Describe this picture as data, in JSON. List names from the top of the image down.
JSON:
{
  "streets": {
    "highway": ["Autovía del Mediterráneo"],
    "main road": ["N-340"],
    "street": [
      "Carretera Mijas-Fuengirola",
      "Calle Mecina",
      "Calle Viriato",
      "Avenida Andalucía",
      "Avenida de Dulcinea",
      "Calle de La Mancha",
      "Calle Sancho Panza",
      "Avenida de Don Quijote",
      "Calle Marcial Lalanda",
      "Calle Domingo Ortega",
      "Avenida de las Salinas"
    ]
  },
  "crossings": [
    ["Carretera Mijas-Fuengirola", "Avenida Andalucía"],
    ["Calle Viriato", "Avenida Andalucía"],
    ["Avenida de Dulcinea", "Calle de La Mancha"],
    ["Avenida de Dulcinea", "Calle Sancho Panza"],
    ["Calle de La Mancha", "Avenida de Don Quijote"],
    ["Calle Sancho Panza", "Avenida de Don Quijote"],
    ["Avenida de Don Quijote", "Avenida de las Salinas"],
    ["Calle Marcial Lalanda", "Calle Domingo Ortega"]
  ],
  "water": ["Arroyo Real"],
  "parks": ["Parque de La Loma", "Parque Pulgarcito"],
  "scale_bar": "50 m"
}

========================

→ EXERCISE BRIEF: Precisely as given, transcribe all of the entries above.

→ OUTPUT:
Describe this picture as data, in JSON. List names from the top of the image down.
JSON:
{
  "streets": {
    "highway": ["Autovía del Mediterráneo"],
    "main road": ["N-340"],
    "street": [
      "Carretera Mijas-Fuengirola",
      "Calle Mecina",
      "Calle Viriato",
      "Avenida Andalucía",
      "Avenida de Dulcinea",
      "Calle de La Mancha",
      "Calle Sancho Panza",
      "Avenida de Don Quijote",
      "Calle Marcial Lalanda",
      "Calle Domingo Ortega",
      "Avenida de las Salinas"
    ]
  },
  "crossings": [
    ["Carretera Mijas-Fuengirola", "Avenida Andalucía"],
    ["Calle Viriato", "Avenida Andalucía"],
    ["Avenida de Dulcinea", "Calle de La Mancha"],
    ["Avenida de Dulcinea", "Calle Sancho Panza"],
    ["Calle de La Mancha", "Avenida de Don Quijote"],
    ["Calle Sancho Panza", "Avenida de Don Quijote"],
    ["Avenida de Don Quijote", "Avenida de las Salinas"],
    ["Calle Marcial Lalanda", "Calle Domingo Ortega"]
  ],
  "water": ["Arroyo Real"],
  "parks": ["Parque de La Loma", "Parque Pulgarcito"],
  "scale_bar": "50 m"
}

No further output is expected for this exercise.